Goal of the exercise = Which lines of the entries below contain the string "Academy"? Copy each one.

-------

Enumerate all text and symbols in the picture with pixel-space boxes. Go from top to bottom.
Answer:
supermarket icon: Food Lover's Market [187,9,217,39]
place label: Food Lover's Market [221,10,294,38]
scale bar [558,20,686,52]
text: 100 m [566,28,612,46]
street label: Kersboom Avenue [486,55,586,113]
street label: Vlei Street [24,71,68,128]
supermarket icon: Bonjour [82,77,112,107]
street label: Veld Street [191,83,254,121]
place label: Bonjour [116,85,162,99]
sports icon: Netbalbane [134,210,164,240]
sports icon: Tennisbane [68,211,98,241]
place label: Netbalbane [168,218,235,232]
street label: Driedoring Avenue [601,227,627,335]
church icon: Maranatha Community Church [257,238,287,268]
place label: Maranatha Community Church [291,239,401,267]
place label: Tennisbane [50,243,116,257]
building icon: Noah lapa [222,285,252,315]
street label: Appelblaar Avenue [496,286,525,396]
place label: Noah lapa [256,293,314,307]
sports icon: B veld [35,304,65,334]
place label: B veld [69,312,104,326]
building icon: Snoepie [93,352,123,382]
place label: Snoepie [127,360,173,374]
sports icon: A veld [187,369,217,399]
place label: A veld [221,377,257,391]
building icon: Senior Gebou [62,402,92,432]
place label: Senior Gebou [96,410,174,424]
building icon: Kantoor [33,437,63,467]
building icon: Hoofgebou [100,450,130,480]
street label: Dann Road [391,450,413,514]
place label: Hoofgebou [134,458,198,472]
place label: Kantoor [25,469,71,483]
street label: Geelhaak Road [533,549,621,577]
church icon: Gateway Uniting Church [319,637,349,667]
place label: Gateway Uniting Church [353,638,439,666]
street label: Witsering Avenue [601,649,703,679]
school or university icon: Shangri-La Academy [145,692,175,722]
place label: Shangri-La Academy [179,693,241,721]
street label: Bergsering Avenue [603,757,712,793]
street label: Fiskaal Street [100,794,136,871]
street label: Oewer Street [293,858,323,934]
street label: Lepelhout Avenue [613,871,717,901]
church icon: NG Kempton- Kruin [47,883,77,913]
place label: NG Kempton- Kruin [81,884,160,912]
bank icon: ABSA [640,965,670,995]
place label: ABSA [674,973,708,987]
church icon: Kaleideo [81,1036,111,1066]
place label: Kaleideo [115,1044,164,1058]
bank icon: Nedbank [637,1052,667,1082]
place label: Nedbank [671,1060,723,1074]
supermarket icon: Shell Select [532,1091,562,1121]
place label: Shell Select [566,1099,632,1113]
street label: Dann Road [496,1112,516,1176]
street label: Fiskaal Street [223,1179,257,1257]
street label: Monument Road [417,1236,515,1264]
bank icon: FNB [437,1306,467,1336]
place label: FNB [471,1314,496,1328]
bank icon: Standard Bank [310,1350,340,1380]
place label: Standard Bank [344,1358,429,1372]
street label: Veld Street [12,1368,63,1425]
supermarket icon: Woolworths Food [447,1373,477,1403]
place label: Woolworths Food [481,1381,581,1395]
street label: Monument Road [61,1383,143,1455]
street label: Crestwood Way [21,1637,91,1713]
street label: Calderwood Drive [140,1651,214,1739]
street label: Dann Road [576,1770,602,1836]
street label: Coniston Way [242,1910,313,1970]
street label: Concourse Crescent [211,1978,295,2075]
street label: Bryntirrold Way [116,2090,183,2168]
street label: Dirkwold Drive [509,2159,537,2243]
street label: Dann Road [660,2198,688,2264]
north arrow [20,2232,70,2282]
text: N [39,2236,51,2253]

-------

Solution to the exercise =
school or university icon: Shangri-La Academy [145,692,175,722]
place label: Shangri-La Academy [179,693,241,721]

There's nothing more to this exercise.